Quarta dose, Gismondo: “Adesso non serve. Utile solo ai conti delle big pharma"

Le parole della direttrice del Laboratorio di microbiologia clinica, virologia e diagnostica delle bioemergenze dell'ospedale Sacco di Milano

Quarta dose sì, quarta dose no. Il mondo scientifico (e non solo) si interroga sull'utilità del secondo booster, la cui somministrazione in Italia è già partita per i fragili.

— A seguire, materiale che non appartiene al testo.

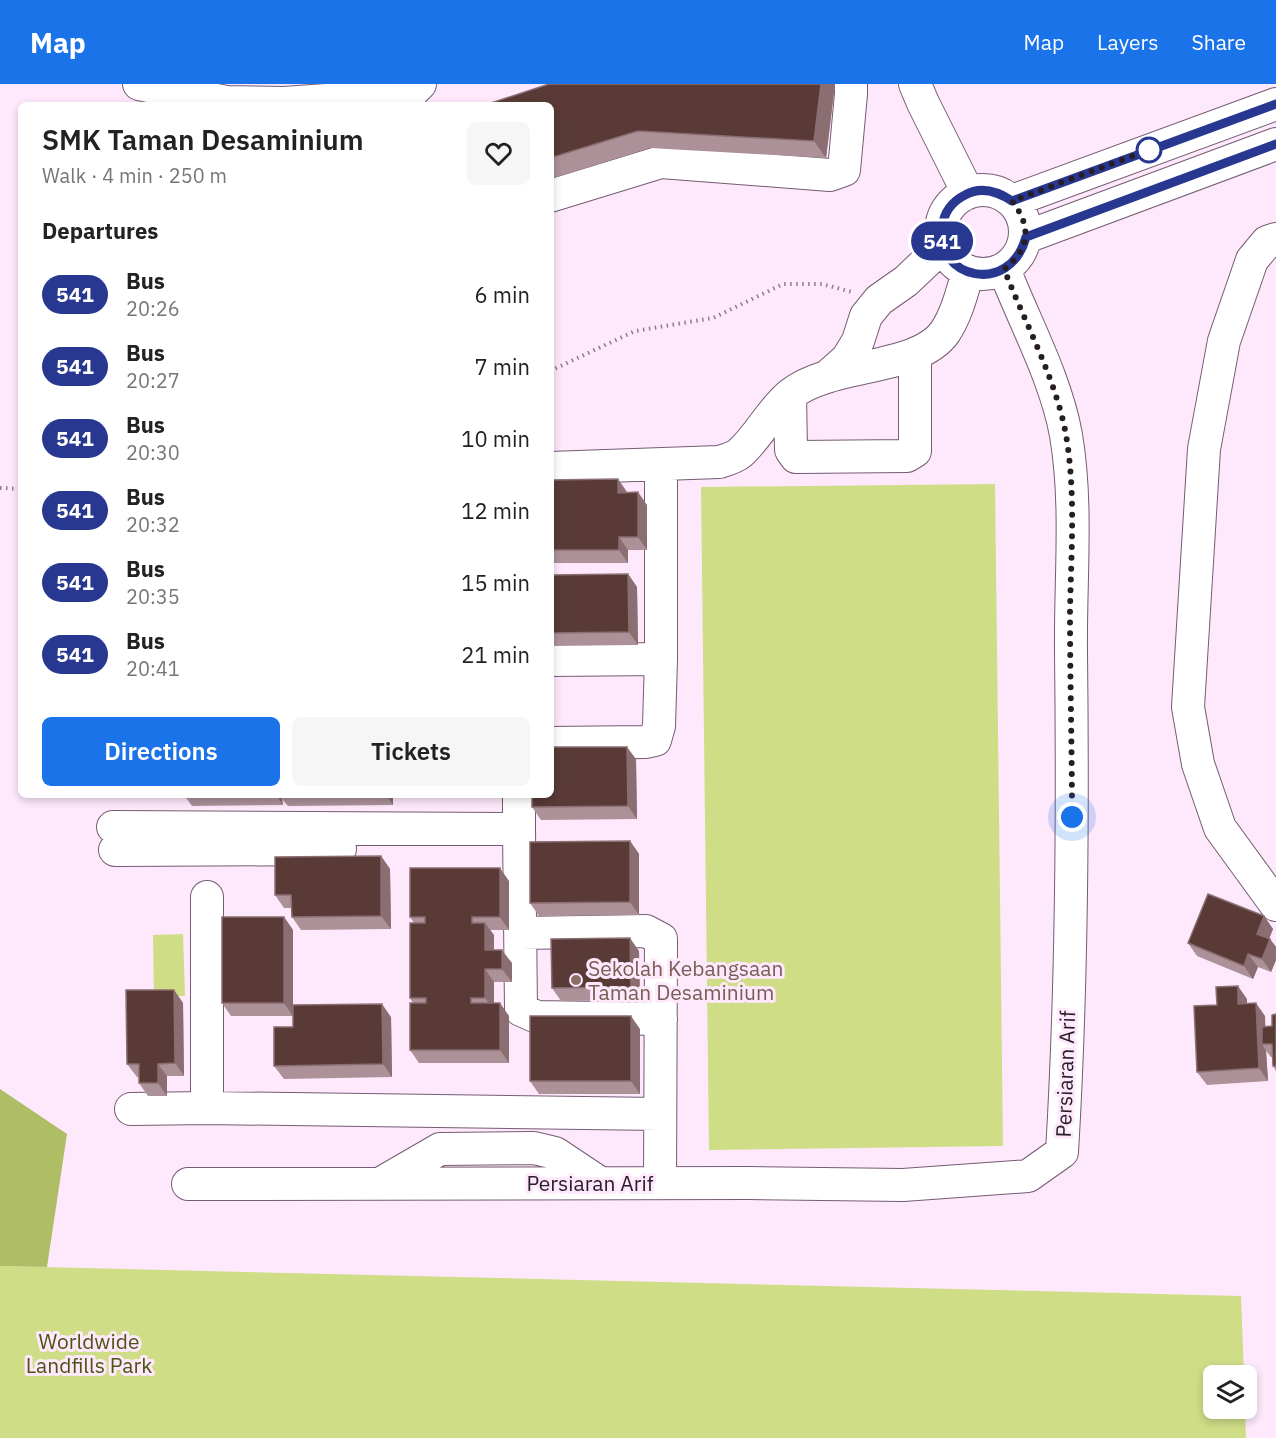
<!DOCTYPE html>
<meta charset="utf-8">
<style>
:root{--surface:#fff;--page:#f6f6f6;--text:#222;--muted:#767676;--accent:#1a73e8}
body{margin:0;font-family:"IBM Plex Sans",sans-serif;background:var(--page);color:var(--text);height:100vh;display:flex;flex-direction:column;font-size:22px;white-space:nowrap}
*{box-sizing:border-box;margin:0}
p{font-size:20px;color:var(--muted)}
.icon{flex:none;width:33px;height:33px;fill:none;stroke:currentColor;stroke-width:2;stroke-linecap:round;stroke-linejoin:round}
.map{position:relative;flex:1;overflow:hidden}
.side{position:absolute;left:18px;top:18px;width:536px;height:696px;display:flex;flex-direction:column;background:var(--surface);border-radius:9px;box-shadow:0 3px 9px #0003}
.side>*{flex:none}
.badge{padding:0 12px;border-radius:20px;font-size:21px;line-height:39px}
.controls{position:absolute;left:1203px;top:1281px;display:grid;gap:12px}
.controls a{display:grid;place-items:center;width:54px;height:54px;border-radius:9px;background:var(--surface);box-shadow:0 3px 9px #0003;font-size:30px}
.you{position:absolute;width:30px;height:30px;margin:-15px;border:4px solid #fff;border-radius:50%;background:#1a73e8;box-shadow:0 0 0 9px #1a73e833}
.map>.badge{position:absolute;translate:-50% -50%;box-shadow:0 0 0 3px #fff}
h2{padding:0 24px;font-size:22px;line-height:54px}
.round{display:grid;place-items:center;flex:none;width:63px;height:63px;border-radius:9px;background:var(--page)}
.summary{display:flex;align-items:center;justify-content:space-between;height:102px;padding:0 24px}
h1{font-size:28px;font-weight:600;line-height:45px}
.primary-button{display:flex;gap:12px;margin-top:auto;padding:12px 24px}
.primary-button a{flex:1;height:69px;border-radius:9px;background:var(--accent);color:#fff;font-size:24px;font-weight:600;line-height:69px;text-align:center}
.primary-button a+a{background:var(--page);color:var(--text)}
ul{padding:0;list-style:none}
li{display:flex;align-items:center;gap:18px;height:72px;padding:0 24px}
li div{flex:1}
li b{display:block;font-size:22px}
li em{font-style:normal}
li .badge{min-width:66px;font-weight:700;text-align:center}
header{display:flex;align-items:center;gap:36px;box-sizing:border-box;height:84px;padding:0 30px;background:var(--accent);color:#fff}
header strong{font-size:28px}
nav{display:flex;gap:33px;margin-inline-start:auto;font-size:21px}
.map>svg:first-child{display:block}
</style>
<header>
<strong>Map</strong>
<nav><a>Map</a><a>Layers</a><a>Share</a></nav>
</header>
<div class="map">
<svg width="1276" height="1354" viewBox="0 0 1276 1354">
<rect width="100%" height="100%" fill="#fee8fc"/>
<path fill="#cfdd87" d="M995 400 1003 1062 709 1066 701 403Z
M183 850 185 912 154 913 153 851Z
M0 1182 1241 1212 1244 1291 1214 1292V1324L1245 1325 1246 1354H0Z"/>
<path fill="#afbd65" d="M0 1005 67 1050 47 1183 0 1182Z"/>
<g fill="none" stroke-linecap="round" stroke-linejoin="round">
<defs>
<path id="minor" d="M139 0 226 18 284 19 340 15 381 0
M915 0 923 19 968 109
M389 21 406 14 420 0
M941 148a42 42 0 1 1 84 0a42 42 0 1 1-84 0Z
M550 112 661 78 830 91 844 86 851 10V0
M1012 117 1276 20
M1026 153 1276 60
M1276 155 1267 158 1252 176 1224 257 1204 365 1188 623 1198 680 1220 744 1276 821
M828 292 847 275 858 257 866 232 879 216 906 197 943 162
M790 311 791 366 796 373 907 372 915 367V271
M550 384 719 378C726 376 734 374 740 369 759 352 771 326 791 310 832 278 918 287 945 248 957 230 962 208 968 188
M550 576 661 575
M550 659 646 658 655 656 659 642 661 575V381
M113 743 519 745V711
M519 745 521 926 537 933 661 935
M115 766 340 765
M207 813V1024
M521 849 646 847 661 855 660 1099
M131 1025 207 1024 660 1030
M383 1098 440 1065 534 1064 555 1069 600 1099
M188 1100 748 1099 903 1101 1028 1092 1062 1068C1072 902 1073 735 1071 569 1070 496 1078 422 1066 351 1056 295 1025 239 1004 185"/>
</defs>
<use href="#minor" stroke="#745c72" stroke-width="34"/>
<path stroke="#8d7e8c" stroke-width="4" stroke-dasharray="1.5 4.5" stroke-linecap="butt" d="M550 287 635 247 713 234 783 200H822L852 208
M0 404 21 405"/>
<use href="#minor" stroke="#fff" stroke-width="32"/>
</g>
<path fill="#ac9199" d="M835 0 826 74 650 64 550 95V21Z
M550 396 627 408 647 421V466H628V479H550Z
M628 490 637 503 638 561 550 562V491Z
M636 675 637 735 541 736 532 723Z
M184 711H393V721L288 722 282 715 283 721 192 722Z
M630 757 639 770V831L539 832 530 819Z
M381 772 390 785 391 845 301 846 292 833V824H284L275 811Z
M509 797V846H490L494 851V866L512 879V898H494V919L509 932V979H419L410 966 413 919 410 914 414 839 410 833Z
M1264 832 1273 845 1269 854 1276 863V876L1271 888 1258 883 1253 895 1197 872 1188 859Z
M284 833 293 846V921L391 933 392 993 284 995 274 982 293 943V932H231L222 919Z
M639 867 640 916 561 917 552 904Z
M174 906 183 919 184 992H167V1012H148L139 999V993H137L127 980Z
M1247 915V920L1265 932V943L1272 942 1276 930V987L1273 982V973H1271L1266 967 1268 997 1207 1001 1197 988 1217 921Z
M640 945V1010H539L530 997Z"/>
<path fill="#8a6e71" d="M821 0H835L826 74 814 57Z
M618 395 627 408 618 409Z
M638 408 647 421V466L638 453Z
M619 453 628 466V479L619 466Z
M628 490 637 503 638 561 629 548Z
M627 663 636 675 637 735 628 722Z
M276 711H280L282 715 283 721Z
M386 711H393V721Z
M630 757 639 770V831L630 818Z
M381 772 390 785 391 845 381 832Z
M500 784 509 797V846L500 833Z
M1264 832 1273 845 1266 863 1257 850Z
M284 833 293 846V932L284 919Z
M485 839 494 851V879L485 866Z
M630 854 639 867 640 916 631 903Z
M1270 855 1276 863V876L1271 888 1262 875Z
M502 866 512 879V898L502 885Z
M1248 870 1258 883 1253 895 1244 882Z
M485 885 494 898V927L485 914Z
M1238 902 1247 915V933L1238 920Z
M174 906 183 919 184 992 175 979Z
M500 919 509 932V979L500 966Z
M1256 919 1265 932 1266 960H1262L1266 967 1268 997 1259 984Z
M382 920 391 933 392 993 383 980Z
M631 932 640 945V1010L631 997Z
M158 980 167 992V1012L158 999Z"/>
<path fill="#593a36" stroke="#8a6e71" stroke-width="1.5" d="M549 0H821L814 57 638 47 550 74V21H485Z
M618 395V409L638 408V453H619V466H550V396Z
M628 490 629 548 550 549V491Z
M550 663H627L628 722 532 723V711H550Z
M630 757V818L530 819V758Z
M381 772V832L292 833 291 811H275V773Z
M410 784H500V833H472V839H485V866H502V885H485V914H471V919H500V966H410V919H426V914H410V839H425V833H410Z
M1208 810 1264 832 1257 850 1270 855 1262 875 1248 870 1244 882 1188 859Z
M222 833H284V919H222Z
M630 854 631 903 552 904 551 855Z
M1238 902V920L1256 919 1259 984 1197 988 1194 922 1217 921 1216 903Z
M126 906H174L175 979 158 980V999H139V980H127Z
M382 920 383 980 274 982V943H293V921Z
M1276 930V982H1273L1272 960H1262V943L1272 942V931Z
M530 932H631V997H530Z"/>
<g fill="none" stroke-linecap="round" stroke-linejoin="round">
<defs>
<path id="line" d="M1276 20 1012 117C997 107 981 102 965 111 951 118 944 128 942 143 934 194 1010 213 1026 153L1276 60"/>
</defs>
<use href="#line" stroke="#fff" stroke-width="14"/>
<use href="#line" stroke="#283890" stroke-width="9"/>
<path stroke="#271d26" stroke-width="6" stroke-dasharray="0 10.8" d="M1072 733C1072 665 1070 596 1070 528 1071 469 1076 410 1066 351 1056 295 1025 239 1004 185 1030 165 1032 143 1012 117L1154 64 1149 66"/>
</g>
<circle fill="#fff" stroke="#283890" stroke-width="3" cx="1149" cy="66" r="12"/>
<circle fill="#8d6e63" stroke="#fee8fc" stroke-width="2" cx="576" cy="896" r="6"/>
<g text-anchor="middle" dominant-baseline="central" stroke-width="6" stroke-linejoin="round" paint-order="stroke">
<g font-size="21" fill="#785e54" stroke="#fee8fc" text-anchor="start">
<text x="588" y="884">Sekolah Kebangsaan<tspan x="588" dy="24">Taman Desaminium</tspan></text>
</g>
<g font-size="21" fill="#271d26" stroke="#fee8fc">
<text transform="translate(1065 990) rotate(-88)">Persiaran Arif</text>
<text x="590" y="1099">Persiaran Arif</text>
</g>
<g font-size="21" fill="#4c5413" stroke="#fee8fc">
<text x="89" y="1257">Worldwide<tspan x="89" dy="24">Landfills Park</tspan></text>
</g>
</g>
</svg>
<div class="controls">
<a><svg class="icon" aria-label="layers" viewBox="0 0 24 24"><path d="M12 4l9 5-9 5-9-5zM3 14l9 5 9-5"/></svg></a>
</div>
<div class="you" style="left:1072px;top:733px"></div>
<b class="badge" style="left:942px;top:157px;background:#283890;color:#fff">541</b>
<section class="side">
<div class="summary"><div><h1>SMK Taman Desaminium</h1><p>Walk · 4 min · 250 m</p></div><a class="round"><svg class="icon" aria-label="heart" viewBox="0 0 24 24"><path d="M12 20l-8-8c-3-5 5-10 8-4 3-6 11-1 8 4z"/></svg></a></div>
<h2>Departures</h2>
<ul>
<li><span class="badge" style="background:#283890;color:#fff">541</span><div><b>Bus</b><p>20:26</p></div><em>6 min</em></li>
<li><span class="badge" style="background:#283890;color:#fff">541</span><div><b>Bus</b><p>20:27</p></div><em>7 min</em></li>
<li><span class="badge" style="background:#283890;color:#fff">541</span><div><b>Bus</b><p>20:30</p></div><em>10 min</em></li>
<li><span class="badge" style="background:#283890;color:#fff">541</span><div><b>Bus</b><p>20:32</p></div><em>12 min</em></li>
<li><span class="badge" style="background:#283890;color:#fff">541</span><div><b>Bus</b><p>20:35</p></div><em>15 min</em></li>
<li><span class="badge" style="background:#283890;color:#fff">541</span><div><b>Bus</b><p>20:41</p></div><em>21 min</em></li>
</ul>
<div class="primary-button"><a>Directions</a><a>Tickets</a></div>
</section>
</div>
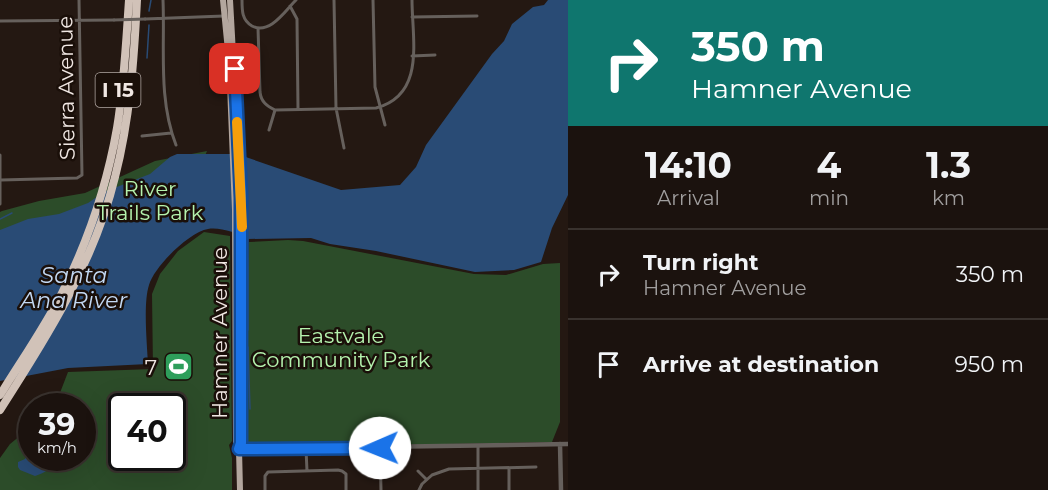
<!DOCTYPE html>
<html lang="en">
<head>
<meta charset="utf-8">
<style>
  :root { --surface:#1b120e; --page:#241b17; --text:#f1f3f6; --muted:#a09e9e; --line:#39322e }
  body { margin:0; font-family:Montserrat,sans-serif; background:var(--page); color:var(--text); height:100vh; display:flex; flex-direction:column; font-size:22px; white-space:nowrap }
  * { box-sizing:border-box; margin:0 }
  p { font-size:20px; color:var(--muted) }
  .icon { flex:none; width:33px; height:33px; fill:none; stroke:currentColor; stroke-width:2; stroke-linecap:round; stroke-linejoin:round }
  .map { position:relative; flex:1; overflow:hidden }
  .drawer { display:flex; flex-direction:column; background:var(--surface); width:480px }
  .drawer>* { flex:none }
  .hud { background:#0f766e; color:#fff; overflow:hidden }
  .speed { position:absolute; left:18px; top:393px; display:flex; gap:12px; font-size:30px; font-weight:700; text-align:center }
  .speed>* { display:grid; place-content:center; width:78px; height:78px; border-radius:50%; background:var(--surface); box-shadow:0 6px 24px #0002,0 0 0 2px var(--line); line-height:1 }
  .speed small { font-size:15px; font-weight:400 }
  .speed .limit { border:3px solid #111; border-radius:9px; background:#fff; color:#111 }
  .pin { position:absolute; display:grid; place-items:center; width:51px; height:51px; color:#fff; margin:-26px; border-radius:12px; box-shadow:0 3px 9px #0006 }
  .me { position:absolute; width:66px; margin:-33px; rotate:269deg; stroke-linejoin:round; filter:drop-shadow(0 0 4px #0008) }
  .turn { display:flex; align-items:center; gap:21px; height:126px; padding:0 24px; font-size:27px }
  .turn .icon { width:78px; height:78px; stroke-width:2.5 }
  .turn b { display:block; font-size:42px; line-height:51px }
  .eta { display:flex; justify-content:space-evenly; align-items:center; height:102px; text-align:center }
  .eta b { font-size:36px; font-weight:700; line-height:42px }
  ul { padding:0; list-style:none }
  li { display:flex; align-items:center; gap:18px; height:90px; padding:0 24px; border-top:2px solid var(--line) }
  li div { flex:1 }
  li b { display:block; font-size:22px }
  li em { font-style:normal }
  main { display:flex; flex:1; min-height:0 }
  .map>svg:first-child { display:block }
</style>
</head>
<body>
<main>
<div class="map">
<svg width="568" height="490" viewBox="0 0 568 490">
  <rect width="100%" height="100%" fill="#241812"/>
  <path fill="#2c4c29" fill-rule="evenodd" d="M207,151l-32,77 -175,13v-29l2,-1 37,-10 46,-8 70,-32z
    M204,232l26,4 2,205 -3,4 3,13v32h-232v-32l10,-14 21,-17 1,31h50v-52h-31l7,-8 10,-26 85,-3 -1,-75 8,-20 18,-23zM122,406h50v52h-50z
    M288,240l15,1 171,33 32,1 37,-11 17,-1v159l-8,20 -159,3 -9,-2 -135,1 -3,-5 -1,-93 4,-104z"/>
  <path fill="#294b75" d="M548,0h20v195l-16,33 -11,34 -27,8 -39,2 -99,-21 -46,-7 -19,-6 -63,1c-10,-6 -28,-12 -40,-10 -19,3 -54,38 -59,56 -6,18 -2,59 -1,79l-80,4 -68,13v-151l28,-11 31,-5 29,-11 16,-11 46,-18 20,-17 7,-3h60l104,36 59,-5 16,-18 10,-22 66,-91 12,-13 8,-17 21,-17 11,-2z
    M30,451l2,7h20c1,12 -7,14 -17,18l-15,-6 -2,-3v-5l7,-3 2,-5z"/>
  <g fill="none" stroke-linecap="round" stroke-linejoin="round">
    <path stroke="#294b75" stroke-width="1.5" d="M149,11l2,-11
      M147,58l2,-33
      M0,219l12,-6
      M248,330v-92
      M248,347l2,62"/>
    <path stroke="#66605c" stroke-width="3" d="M163,0c2,48 -5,99 13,145
      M242,0c0,11 0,20 10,26 18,9 33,-15 44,-26
      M334,0l2,108 8,40
      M373,0l2,87 10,38
      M290,6l7,13 1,90
      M412,17l65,-1
      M145,19l79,-3
      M0,21l114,-1
      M258,28l2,64c1,10 7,14 15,18l101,-2c50,-13 36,-69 36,-108
      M412,56l23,-1
      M269,130l6,-20
      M142,136l29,-3
      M0,155v49
      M1,180l76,-2 5,-3 -3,-175
      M478,446v44
      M380,448l1,42
      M306,449l1,22
      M509,468v22
      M418,471l8,8
      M265,490v-14l3,-4 70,-2 4,1 4,3v16
      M419,490l3,-6 10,-9 17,-6 87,-2"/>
    <path stroke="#66605c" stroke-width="4.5" d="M560,444l1,46
      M239,449l329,-5"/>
    <path stroke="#b3a69e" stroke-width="6" d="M223,0l6,61 6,149 1,233 3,6 1,41
      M230,0l11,198v245l-2,6"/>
    <path stroke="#d1c2b8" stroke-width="8" d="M0,395c21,-34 44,-67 62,-102 26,-52 45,-108 55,-165 7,-42 9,-85 12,-128
      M0,410c47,-73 94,-147 115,-233 15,-58 19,-117 22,-177"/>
    <path stroke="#66605c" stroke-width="3" d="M114,20l31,-1"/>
  </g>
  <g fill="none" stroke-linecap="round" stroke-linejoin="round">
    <defs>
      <path id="route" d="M235,69l6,129v245l-2,6 141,-1"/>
    </defs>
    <use href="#route" stroke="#114b97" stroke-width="15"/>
    <use href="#route" stroke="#1a73e8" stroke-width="10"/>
    <path stroke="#f59e0b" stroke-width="10" d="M237,122l5,105"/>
  </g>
  <defs>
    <symbol id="stadium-square" viewBox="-11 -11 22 22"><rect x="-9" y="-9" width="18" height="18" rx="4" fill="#2e9e5b" stroke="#1a0f09"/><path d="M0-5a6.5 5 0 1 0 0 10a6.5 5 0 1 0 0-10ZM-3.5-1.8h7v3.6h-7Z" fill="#fff"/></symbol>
  </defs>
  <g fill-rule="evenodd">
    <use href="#stadium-square" x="162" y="350" width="33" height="33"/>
  </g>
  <g text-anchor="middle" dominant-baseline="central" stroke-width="5" stroke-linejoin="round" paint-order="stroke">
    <rect fill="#1a0f09" stroke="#b0a6a2" stroke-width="1.5" x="95.5" y="73" width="45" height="34" rx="4.5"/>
    <g font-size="20" font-weight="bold" fill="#f0e7e3">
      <text x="118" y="90">I 15</text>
    </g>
    <g font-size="21" fill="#f0e7e3" stroke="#1a0f09">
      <text transform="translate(66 88) rotate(-91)">Sierra Avenue</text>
      <text transform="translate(219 333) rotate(-90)">Hamner Avenue</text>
    </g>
    <g font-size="21" fill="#b5f3ae" stroke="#1a0f09">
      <text x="150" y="188">River<tspan x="150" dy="24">Trails Park</tspan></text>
      <text x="341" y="335">Eastvale<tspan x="341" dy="24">Community Park</tspan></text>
    </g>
    <g font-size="21" fill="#f0e7e3" stroke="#1a0f09" text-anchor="end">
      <text x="157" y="367">7</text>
    </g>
    <g font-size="22" font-style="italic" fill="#c3d9f4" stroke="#1a0f09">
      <text x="74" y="275">Santa<tspan x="74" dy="25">Ana River</tspan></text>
    </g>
  </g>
</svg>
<div class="speed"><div>39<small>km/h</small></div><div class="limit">40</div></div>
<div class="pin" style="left:235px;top:69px;background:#d93025"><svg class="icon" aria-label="arrive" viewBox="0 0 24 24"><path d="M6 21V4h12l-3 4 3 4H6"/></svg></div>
<svg class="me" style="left:380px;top:448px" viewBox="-20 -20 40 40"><circle r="19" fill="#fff"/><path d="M0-13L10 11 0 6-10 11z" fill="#1a73e8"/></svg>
</div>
<section class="drawer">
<div class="hud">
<div class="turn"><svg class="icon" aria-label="right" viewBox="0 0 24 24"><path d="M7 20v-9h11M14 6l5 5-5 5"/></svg><div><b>350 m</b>Hamner Avenue</div></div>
</div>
<div class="eta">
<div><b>14:10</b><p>Arrival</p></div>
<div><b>4</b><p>min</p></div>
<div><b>1.3</b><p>km</p></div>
</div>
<ul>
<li><svg class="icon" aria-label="right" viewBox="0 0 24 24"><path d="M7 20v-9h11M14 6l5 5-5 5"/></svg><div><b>Turn right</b><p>Hamner Avenue</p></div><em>350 m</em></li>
<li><svg class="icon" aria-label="arrive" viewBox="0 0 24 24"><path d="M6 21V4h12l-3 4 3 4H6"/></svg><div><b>Arrive at destination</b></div><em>950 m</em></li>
</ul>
</section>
</main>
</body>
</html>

C'è chi ne sostiene l'assoluta necessità "per dare una copertura duratura dal Covid alla popolazione", chi invece ne ipotizza l'utlità in futuro "per il prossimo autunno, come avviene per il vaccino antinfluenzale, in vista dell'inverno" e c'è chi, vista l'evoluzione dell'epidemia, la ritiene "attualmente inutile".

"Non c'è nessuna base solida, né scientifica né epidemiologica nel contesto che stiamo vivendo, che possa giustificare in questo momento una quarta dose di vaccino" anti-Covid estesa a categorie diverse da quelle per cui è già prevista e per le quali - tecnicamente - non è da considerarsi un secondo booster, ma un richiamo dopo un ciclo primario di vaccinazione composto per gli immunodepressi da 3 dosi". Lo ha dichiarato all'agenzia Adnkronos Salute, Maria Rita Gismondo, direttrice del Laboratorio di microbiologia clinica, virologia e diagnostica delle bioemergenze dell'ospedale Sacco di Milano, dopo il via libera dell'americana Fda a una quarta dose dei vaccini Pfizer e Moderna anche negli over 50, e la richiesta all'Ue da parte del ministro della Salute, Roberto Speranza, di una posizione univoca e condivisa. 

"Sono assolutamente d'accordo - incalza l'esperta - con chi dice che una quarta dose oggi sia positiva esclusivamente per le aziende farmaceutiche che producono i vaccini". Secondo  Gismondo, "una nuova dose sarebbe ottimale con un vaccino aggiornato, sicuramente all'appropinquarsi dell'autunno, ma non prima".

La Gismondo nei giorni scorsi aveva affrontato anche la questione dell'allentamento delle quarantene. "Purtroppo nel mondo, malgrado ci sia la stessa pandemia, si va in ordine sparso" nel modo di gestirla. Relativamente alla quarantena per i positivi a Covid-19, ad esempio, i 7 giorni confermati in Italia sono "un buon intervallo di tempo precauzionale. Ma se andiamo sul sito dei Cdc americani i giorni diventano 5 e, se facciamo un giro sui siti dei ministeri della Salute dei vari Paesi europei, troviamo altri intervalli di tempo ancora. In ogni caso, ritengo che 7 giorni siano una giusta misura di compromesso". Anche dopo l'entrata in vigore, il primo aprile, delle nuove regole anti-Covid successive alla fine dello stato d'emergenza - ha chiarito infatti il dicastero - sull'isolamento dei contagiati da Sars-CoV-2 varrà quanto previsto dalla circolare ministeriale del 4 febbraio scorso: i positivi dovranno aspettare 7 giorni (10 se non vaccinati) prima di fare un tampone, test che dovrà essere negativo per poter porre fine alla quarantena.